When I Look At The Stars
Growing up in suburban Chicago, a field trip to the Adler Planetarium was a special occasion.
The Adler was built in 1930 by concert violinist turned Sears Roebuck & Co. VP Max Adler. It was the first planetarium built in the Western Hemisphere, and is the oldest in existence today. Its Zeiss projector reproduces the movement of every aspect of the night sky. It’s spectacular. As is the building. Viewed across the bobbing masts of Burnham Harbor from Grant Park’s Buckingham Fountain, it’s copper dome — nearly half a mile into Lake Michigan — floats above the waves.
Like a lot of kids, I had a thing for stars. Still do. I’m not even sure why. Maybe because they broke the night. Or because they provide direction. Either way, I distinctly recall visiting the place when I was nine-years-old. Mostly, I remember the gift shop. And the blinding lake-effect storm that nearly stranded us in our yellow school busses. Back home in Oak Park, nary a flake had fallen.
Years later, watching Sam Jones’ Wilco documentary, “I Am Trying To Break Your Heart,” I smiled as the band walked along the sea wall there, the impressive Windy City skyline glimmering across the waves.
It’s a magical place.
In fact — for me — the city of Chicago is a magical place. The best, most-innocent years of my life were spent here.
And so it was with great enthusiasm that I returned this weekend. And what a weekend.

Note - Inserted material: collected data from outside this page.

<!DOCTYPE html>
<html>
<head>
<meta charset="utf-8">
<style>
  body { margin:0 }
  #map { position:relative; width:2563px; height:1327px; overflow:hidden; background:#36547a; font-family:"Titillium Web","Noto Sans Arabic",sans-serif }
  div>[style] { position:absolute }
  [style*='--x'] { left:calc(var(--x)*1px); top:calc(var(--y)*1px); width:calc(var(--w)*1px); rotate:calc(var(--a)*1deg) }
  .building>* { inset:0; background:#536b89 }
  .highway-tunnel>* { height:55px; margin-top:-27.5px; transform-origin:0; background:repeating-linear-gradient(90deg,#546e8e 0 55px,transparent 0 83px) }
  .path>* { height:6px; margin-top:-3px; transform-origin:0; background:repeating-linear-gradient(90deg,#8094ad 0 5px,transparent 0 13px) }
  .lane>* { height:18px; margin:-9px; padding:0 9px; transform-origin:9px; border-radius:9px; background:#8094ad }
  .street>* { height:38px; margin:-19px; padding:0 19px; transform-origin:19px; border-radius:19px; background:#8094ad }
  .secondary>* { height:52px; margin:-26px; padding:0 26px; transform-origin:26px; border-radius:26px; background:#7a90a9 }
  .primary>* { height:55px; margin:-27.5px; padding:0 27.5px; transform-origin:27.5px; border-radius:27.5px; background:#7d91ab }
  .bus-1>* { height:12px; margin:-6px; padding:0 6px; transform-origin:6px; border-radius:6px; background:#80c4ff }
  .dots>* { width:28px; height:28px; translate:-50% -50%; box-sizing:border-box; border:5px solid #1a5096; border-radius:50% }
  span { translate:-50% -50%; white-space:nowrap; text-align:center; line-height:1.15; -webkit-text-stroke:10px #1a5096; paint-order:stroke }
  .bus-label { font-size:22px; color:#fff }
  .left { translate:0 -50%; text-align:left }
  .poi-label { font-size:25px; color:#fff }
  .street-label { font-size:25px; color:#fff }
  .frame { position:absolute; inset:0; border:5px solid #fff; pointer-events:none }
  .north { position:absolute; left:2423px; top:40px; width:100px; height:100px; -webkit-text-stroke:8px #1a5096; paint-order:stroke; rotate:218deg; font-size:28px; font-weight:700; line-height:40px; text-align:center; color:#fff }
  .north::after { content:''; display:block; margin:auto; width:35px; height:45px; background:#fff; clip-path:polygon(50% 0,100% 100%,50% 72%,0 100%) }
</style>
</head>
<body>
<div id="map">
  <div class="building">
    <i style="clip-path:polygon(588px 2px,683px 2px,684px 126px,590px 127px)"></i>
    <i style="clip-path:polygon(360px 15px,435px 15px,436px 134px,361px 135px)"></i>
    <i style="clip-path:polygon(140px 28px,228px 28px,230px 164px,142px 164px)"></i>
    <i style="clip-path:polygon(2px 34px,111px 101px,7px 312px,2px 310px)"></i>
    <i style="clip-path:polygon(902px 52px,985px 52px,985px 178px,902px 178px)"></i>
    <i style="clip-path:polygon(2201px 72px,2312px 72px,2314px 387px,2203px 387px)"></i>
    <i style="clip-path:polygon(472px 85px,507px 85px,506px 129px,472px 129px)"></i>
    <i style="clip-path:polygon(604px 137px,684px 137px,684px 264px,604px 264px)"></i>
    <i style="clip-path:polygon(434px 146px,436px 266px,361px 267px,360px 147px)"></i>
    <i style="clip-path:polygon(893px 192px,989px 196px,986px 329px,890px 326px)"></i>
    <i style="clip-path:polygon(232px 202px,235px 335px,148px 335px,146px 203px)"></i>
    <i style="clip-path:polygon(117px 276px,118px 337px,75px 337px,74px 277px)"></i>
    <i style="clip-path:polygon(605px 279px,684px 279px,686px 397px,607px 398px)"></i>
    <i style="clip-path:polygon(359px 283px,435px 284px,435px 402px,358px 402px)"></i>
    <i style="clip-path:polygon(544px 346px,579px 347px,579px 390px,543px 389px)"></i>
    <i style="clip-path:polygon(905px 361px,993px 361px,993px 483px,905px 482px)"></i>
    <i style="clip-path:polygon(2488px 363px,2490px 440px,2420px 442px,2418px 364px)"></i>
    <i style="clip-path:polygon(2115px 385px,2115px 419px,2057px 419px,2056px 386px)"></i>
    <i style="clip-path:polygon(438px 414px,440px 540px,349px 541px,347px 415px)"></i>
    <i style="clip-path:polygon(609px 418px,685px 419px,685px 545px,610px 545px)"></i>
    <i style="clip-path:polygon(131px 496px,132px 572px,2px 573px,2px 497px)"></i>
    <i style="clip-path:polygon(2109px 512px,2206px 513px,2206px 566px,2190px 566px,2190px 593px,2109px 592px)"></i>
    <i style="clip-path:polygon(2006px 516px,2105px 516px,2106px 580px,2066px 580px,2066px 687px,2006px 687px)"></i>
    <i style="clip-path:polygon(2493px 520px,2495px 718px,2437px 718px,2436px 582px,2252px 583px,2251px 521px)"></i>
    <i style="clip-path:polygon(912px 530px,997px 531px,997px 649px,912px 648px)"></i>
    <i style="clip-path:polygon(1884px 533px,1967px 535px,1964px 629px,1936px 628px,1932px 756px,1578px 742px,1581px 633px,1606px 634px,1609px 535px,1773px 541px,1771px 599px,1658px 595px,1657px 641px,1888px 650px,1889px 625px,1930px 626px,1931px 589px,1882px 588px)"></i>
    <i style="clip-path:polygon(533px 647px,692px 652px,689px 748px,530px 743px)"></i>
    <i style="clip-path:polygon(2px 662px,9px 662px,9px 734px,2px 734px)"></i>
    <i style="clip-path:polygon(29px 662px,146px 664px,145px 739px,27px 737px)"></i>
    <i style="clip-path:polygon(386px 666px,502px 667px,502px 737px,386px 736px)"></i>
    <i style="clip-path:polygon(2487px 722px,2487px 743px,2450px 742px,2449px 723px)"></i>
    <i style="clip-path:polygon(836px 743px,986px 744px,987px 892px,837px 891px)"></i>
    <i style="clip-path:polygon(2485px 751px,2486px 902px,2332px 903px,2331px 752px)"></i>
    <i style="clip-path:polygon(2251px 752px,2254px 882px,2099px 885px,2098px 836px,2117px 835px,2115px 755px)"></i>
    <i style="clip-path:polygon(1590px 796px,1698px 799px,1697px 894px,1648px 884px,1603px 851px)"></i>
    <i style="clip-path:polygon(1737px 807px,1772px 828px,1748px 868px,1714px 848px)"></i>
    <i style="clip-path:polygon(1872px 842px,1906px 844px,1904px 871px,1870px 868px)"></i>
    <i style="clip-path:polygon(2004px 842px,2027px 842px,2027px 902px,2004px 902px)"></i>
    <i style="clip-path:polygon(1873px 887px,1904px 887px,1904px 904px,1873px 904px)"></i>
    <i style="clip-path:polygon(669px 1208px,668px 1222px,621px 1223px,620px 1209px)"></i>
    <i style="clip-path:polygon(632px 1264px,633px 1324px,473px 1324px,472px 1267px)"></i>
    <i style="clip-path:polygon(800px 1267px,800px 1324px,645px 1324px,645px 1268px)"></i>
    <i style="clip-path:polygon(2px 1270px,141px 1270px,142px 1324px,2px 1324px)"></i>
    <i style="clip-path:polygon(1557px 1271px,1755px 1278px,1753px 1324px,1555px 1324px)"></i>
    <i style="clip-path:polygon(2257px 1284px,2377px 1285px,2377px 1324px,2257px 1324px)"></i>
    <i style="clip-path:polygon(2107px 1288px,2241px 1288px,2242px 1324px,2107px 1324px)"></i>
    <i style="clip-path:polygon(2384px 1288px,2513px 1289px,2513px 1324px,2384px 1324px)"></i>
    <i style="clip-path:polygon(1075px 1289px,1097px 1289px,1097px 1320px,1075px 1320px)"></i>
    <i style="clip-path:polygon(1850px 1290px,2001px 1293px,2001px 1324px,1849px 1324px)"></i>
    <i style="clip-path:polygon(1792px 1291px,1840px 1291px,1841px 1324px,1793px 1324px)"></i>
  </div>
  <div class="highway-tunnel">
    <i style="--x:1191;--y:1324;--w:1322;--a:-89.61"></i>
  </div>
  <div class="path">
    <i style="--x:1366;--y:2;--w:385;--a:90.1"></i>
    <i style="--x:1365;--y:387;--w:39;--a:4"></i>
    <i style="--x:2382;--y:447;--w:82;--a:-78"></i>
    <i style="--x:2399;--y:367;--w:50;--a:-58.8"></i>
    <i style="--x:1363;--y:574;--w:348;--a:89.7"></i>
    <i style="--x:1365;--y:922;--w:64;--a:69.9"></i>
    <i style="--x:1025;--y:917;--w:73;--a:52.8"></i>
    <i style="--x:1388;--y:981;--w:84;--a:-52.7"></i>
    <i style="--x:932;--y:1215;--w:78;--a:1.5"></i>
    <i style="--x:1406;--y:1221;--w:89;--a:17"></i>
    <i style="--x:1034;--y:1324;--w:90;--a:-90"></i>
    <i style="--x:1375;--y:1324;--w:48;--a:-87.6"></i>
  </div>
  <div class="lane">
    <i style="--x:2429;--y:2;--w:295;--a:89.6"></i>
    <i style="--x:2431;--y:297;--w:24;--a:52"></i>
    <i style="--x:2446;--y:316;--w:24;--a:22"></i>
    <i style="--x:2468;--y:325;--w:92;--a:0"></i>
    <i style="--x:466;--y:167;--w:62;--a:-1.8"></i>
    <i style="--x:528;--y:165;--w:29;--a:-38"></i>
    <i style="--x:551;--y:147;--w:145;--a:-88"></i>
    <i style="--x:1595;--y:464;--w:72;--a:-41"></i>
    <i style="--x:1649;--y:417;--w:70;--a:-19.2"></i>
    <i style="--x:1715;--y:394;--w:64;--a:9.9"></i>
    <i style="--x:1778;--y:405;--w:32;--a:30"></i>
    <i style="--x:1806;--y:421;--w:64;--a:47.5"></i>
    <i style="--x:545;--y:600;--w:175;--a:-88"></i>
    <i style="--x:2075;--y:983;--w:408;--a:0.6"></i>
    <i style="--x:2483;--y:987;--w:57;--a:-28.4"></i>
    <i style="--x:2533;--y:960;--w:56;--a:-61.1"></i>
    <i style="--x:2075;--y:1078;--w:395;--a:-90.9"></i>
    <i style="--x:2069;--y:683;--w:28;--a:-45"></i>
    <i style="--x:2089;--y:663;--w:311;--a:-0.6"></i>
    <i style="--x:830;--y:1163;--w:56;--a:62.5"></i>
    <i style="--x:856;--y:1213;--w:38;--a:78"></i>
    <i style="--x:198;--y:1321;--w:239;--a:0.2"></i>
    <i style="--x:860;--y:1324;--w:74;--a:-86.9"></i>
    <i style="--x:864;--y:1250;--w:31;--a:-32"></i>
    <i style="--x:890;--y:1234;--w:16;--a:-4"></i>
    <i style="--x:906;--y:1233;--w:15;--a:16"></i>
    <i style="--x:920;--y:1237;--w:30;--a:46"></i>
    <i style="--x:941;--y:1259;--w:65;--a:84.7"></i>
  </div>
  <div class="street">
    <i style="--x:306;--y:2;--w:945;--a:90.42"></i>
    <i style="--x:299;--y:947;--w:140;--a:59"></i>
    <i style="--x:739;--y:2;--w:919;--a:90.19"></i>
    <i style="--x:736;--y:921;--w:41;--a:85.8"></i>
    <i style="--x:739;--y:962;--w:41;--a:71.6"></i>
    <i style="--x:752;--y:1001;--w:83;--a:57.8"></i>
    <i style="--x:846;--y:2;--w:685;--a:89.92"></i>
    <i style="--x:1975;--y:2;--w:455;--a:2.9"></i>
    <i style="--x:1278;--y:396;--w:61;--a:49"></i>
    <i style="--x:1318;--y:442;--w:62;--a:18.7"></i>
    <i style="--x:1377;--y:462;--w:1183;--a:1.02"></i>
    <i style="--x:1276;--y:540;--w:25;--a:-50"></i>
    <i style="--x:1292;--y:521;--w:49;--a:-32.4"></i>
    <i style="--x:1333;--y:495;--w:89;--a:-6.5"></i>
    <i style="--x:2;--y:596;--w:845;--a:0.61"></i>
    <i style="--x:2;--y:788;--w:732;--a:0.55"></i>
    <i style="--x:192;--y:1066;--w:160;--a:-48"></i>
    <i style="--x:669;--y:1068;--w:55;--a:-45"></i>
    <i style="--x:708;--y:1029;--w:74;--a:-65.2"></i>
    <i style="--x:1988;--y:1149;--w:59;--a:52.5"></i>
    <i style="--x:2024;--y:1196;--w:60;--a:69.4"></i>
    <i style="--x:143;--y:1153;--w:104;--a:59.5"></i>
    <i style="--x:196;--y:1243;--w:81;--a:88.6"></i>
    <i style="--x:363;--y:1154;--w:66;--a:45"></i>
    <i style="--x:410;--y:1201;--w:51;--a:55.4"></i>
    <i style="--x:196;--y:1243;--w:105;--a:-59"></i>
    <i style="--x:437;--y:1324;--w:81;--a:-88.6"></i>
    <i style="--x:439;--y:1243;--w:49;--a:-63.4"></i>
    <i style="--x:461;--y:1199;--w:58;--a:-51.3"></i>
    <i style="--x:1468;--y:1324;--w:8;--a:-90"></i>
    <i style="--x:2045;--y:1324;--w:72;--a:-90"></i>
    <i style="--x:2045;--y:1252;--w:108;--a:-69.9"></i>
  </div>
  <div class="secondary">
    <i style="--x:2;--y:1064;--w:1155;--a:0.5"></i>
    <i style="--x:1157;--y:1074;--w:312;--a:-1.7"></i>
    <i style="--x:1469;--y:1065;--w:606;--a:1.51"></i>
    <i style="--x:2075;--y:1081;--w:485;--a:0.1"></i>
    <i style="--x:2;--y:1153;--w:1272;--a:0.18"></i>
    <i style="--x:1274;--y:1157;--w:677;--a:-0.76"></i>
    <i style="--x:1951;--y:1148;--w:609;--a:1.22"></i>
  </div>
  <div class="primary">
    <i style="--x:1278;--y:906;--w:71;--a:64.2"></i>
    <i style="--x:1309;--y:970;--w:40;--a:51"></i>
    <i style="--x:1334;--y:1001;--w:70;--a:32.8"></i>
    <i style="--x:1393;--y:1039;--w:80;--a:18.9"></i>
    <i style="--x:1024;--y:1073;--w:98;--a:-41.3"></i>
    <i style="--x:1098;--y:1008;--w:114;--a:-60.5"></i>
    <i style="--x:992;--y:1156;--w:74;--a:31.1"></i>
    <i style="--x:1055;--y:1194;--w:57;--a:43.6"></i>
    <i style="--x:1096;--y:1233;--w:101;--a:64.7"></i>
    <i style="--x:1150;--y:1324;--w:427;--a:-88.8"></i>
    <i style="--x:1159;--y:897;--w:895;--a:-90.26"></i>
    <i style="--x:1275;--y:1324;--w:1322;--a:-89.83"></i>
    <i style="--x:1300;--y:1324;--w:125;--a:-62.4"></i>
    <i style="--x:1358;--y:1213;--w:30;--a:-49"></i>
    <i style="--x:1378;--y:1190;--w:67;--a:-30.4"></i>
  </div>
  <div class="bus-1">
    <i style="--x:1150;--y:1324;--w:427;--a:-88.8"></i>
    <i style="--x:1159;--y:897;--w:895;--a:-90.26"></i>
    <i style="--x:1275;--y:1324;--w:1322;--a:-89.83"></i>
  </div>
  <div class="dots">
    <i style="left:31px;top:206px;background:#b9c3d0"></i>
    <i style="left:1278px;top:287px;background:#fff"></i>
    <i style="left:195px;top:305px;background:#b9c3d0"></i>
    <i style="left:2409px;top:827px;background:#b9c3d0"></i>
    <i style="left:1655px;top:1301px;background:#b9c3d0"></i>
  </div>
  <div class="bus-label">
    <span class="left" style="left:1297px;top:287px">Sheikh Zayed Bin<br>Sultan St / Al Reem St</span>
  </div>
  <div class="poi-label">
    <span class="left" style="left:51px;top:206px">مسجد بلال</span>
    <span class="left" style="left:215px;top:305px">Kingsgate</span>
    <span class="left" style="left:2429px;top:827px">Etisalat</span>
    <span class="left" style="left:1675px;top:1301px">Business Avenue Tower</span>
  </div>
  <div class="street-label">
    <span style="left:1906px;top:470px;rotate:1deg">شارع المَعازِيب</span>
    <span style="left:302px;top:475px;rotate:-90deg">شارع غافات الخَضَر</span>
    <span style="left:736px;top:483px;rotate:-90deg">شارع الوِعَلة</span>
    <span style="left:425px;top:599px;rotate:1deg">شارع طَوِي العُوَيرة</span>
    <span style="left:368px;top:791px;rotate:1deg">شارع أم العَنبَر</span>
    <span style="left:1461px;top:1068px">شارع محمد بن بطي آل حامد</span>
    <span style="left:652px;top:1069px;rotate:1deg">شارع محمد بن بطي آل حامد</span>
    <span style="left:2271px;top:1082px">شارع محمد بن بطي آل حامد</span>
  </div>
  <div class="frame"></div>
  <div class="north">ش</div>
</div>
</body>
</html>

MTV News was in town to cover Lollapalooza. Our coverage plan was vast: articles, video, and photos for MTVNews.com. Plus, we were seeding our new user-generated concert site, You R Here. In three days, we produced thirty news hits, two dozen blog entries, thirteen interviews, and tons of photos. Moreover, we began growing our “army of correspondents” by soliciting and then airing fan photos and videos.
Our media tent was a few hundred feet off the main (AT&T) stage, and within earshot of another (My Space). Accordingly, we heard dozens of performances, from The Hold Steady to Silverchair to Lupe Fiasco and Pearl Jam. Armed with a half-dozen PowerBooks, digital cameras, and Blackberry Curves, we covered the festival from every angle: from the food courts to the side stages and port-a-johns.
Periodically, performers would blow through the media area: Perry Farrell, Pete Yorn, ?estlove, Interpol. No one was more impressive, though, than Patti Smith. In her ratty black jeans, a white shirt, black vest and floppy hat, she looked more Rimbaud than REM. Though her presence at this most-heavily branded event was confounding, she looked comfortable, confident, and cool.
By the end of each day, I was shredded. So shredded that, for example, I literally bumped into Amy Winehouse in the elevator of our hotel and didn’t even recognize her.
Oops.
Despite all of the music and musicians, though, I didn’t really find myself very moved. The whole thing felt too ADD, too non-committal. None of the performers seemed enthused. And no one was really singing.
Early this afternoon, though, my cousin Andrew and I checked out his pals The 1900s. “Good music,” I wrote on my You R Here entry, “is like a butterfly here. Look for it and it eludes you. Don’t, and it lands on your shoulder. The 1900s – currently playing it in front of me on the Citi Stage — are just that. Their slightly-retro, uber-melodic, and straight-up adorable rock is the best surprise of my weekend thus far.”
As I watched the band — imagine The B-52s crossed with Lynard Skynard and Spoon — perform with rapid enthusiasm, I felt a smile rise from my toes. Soon enough, I was bobbing along, desperate to download their new album, Cold & Kind. And soon enough, I was desperate to get home to my guitar.
Truth be told, Lollapalooza mostly bummed me out. With it’s branded stages, four dollar water, and sprawling, anonymous lawns, it was the converse of everything I’ve known about rock ‘n roll since I was twenty-years-old: me, my friends, and their friends, bouncing around a dark, smoky room illuminated only by the whites each other’s eyes, and the sound of each other’s voices.
While the Lollapalooza Nation still slept yesterday morning, I ran all the way out to the planetarium. Sitting there a sun, the skyline stretched out before me, I was struck by the music made by the morning itself: wind, waves, birds. And like the butterfly that actually landed on the shoulder of the woman in front of me as The 1900s played, I was reminded again that melody and harmony and rhythm is everywhere in life. You just have to be open to it, and listen for it, and hear it when it whispers in your ear.